▸ TASK REQUIREMENTS
Your task is to filter the entries and copy every line containing the string "Mežciems".
── STUDY MATERIAL ──
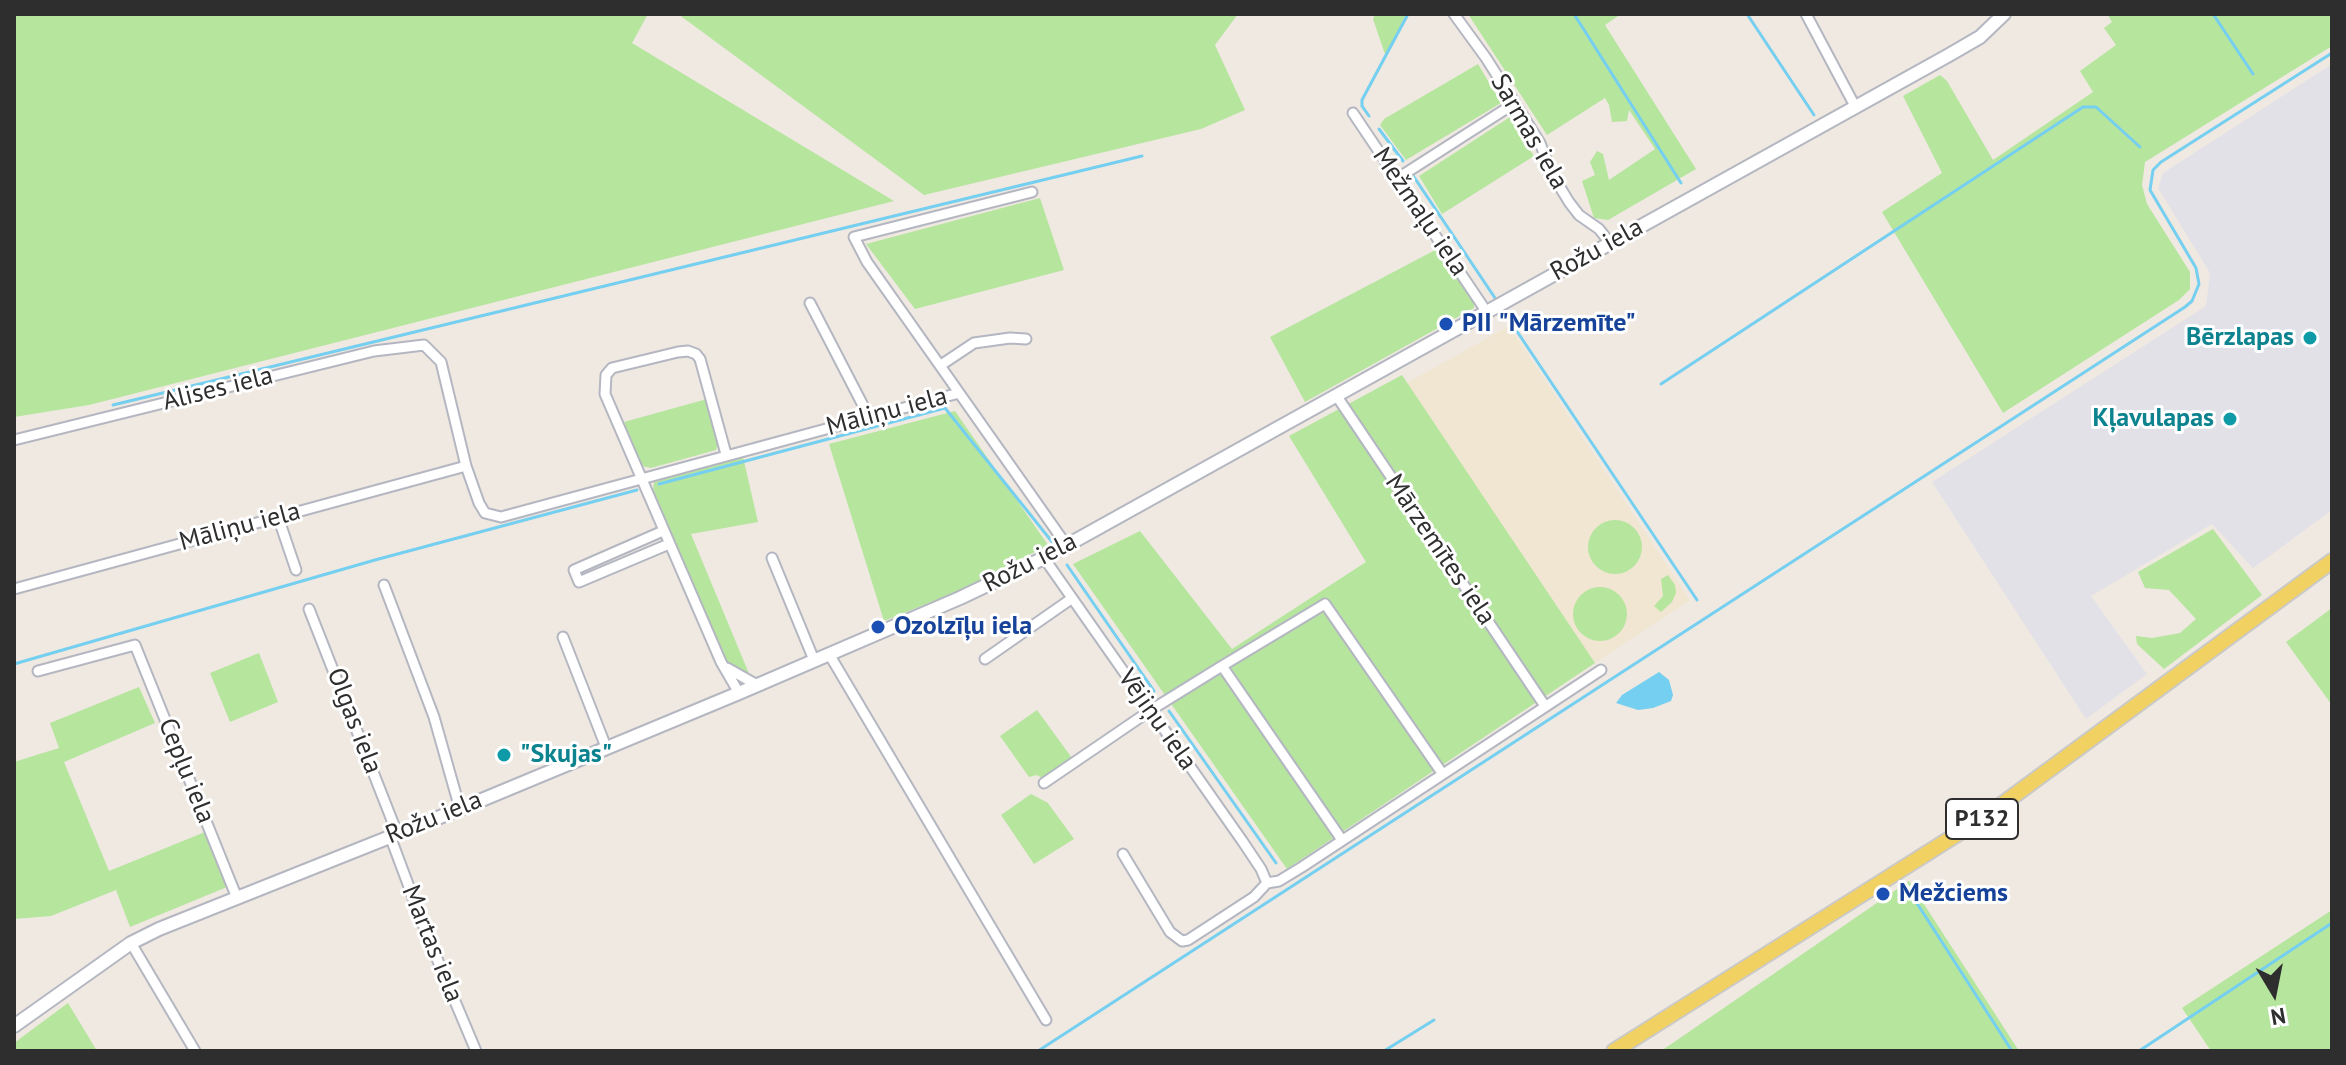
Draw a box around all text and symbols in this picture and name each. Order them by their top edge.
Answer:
street label: Sarmas iela [1483,69,1575,195]
street label: Mežmaļu iela [1366,142,1474,282]
street label: Rožu iela [1545,212,1649,288]
place label: PII "Mārzemīte" [1462,308,1636,340]
marker: PII "Mārzemīte" [1437,315,1455,333]
place label: Bērzlapas [2186,322,2294,354]
marker: Bērzlapas [2301,329,2319,347]
street label: Alises iela [160,360,276,418]
street label: Māliņu iela [823,381,951,443]
place label: Kļavulapas [2093,403,2214,435]
marker: Kļavulapas [2221,410,2239,428]
street label: Mārzemītes iela [1378,469,1502,631]
street label: Māliņu iela [176,496,304,558]
street label: Rožu iela [978,526,1082,600]
place label: Ozolzīļu iela [894,611,1032,643]
marker: Ozolzīļu iela [869,618,887,636]
street label: Vējiņu iela [1111,663,1203,777]
street label: Olgas iela [320,664,388,778]
street label: Cepļu iela [151,714,221,828]
place label: "Skujas" [520,739,612,771]
marker: "Skujas" [495,746,513,764]
street label: Rožu iela [381,785,487,851]
road number: P132 [1946,799,2018,839]
place label: Mežciems [1899,878,2008,910]
street label: Martas iela [394,881,470,1007]
marker: Mežciems [1874,885,1892,903]
north arrow [2234,953,2314,1033]
text: N [2269,1002,2288,1032]

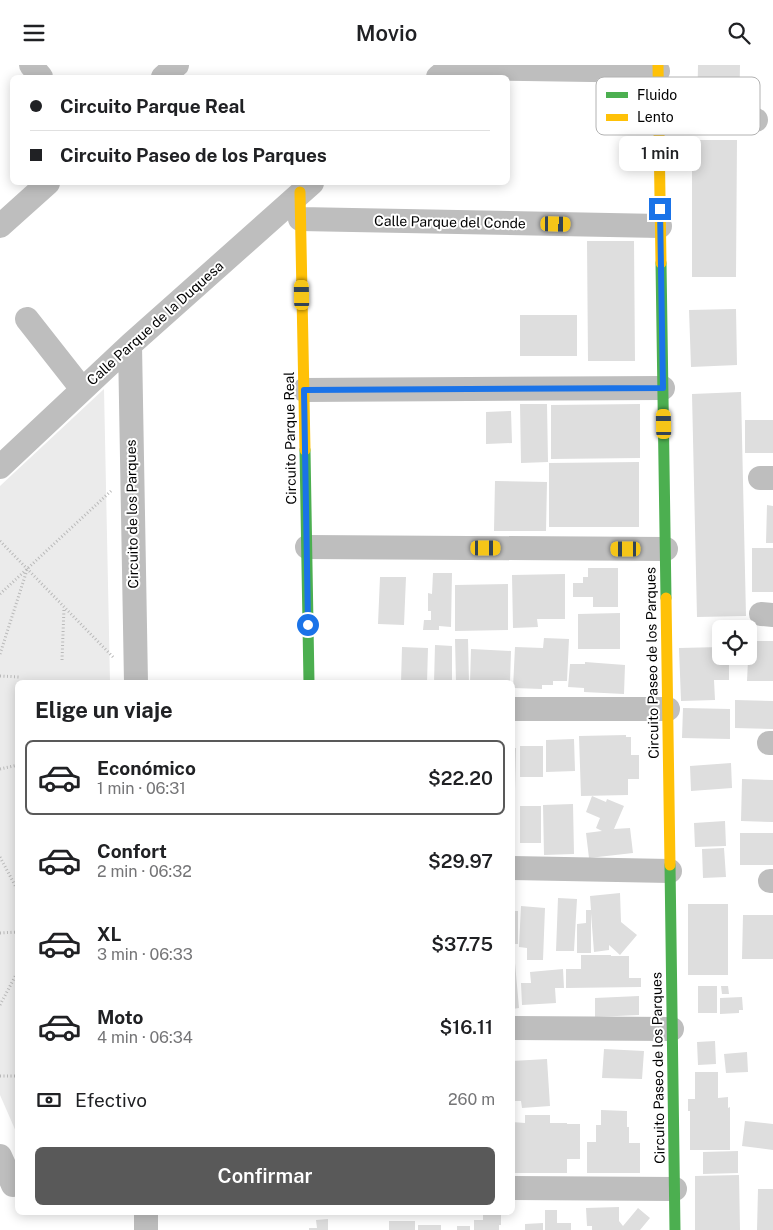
───
▸ ANSWER SPACE
place label: Mežciems [1899,878,2008,910]
marker: Mežciems [1874,885,1892,903]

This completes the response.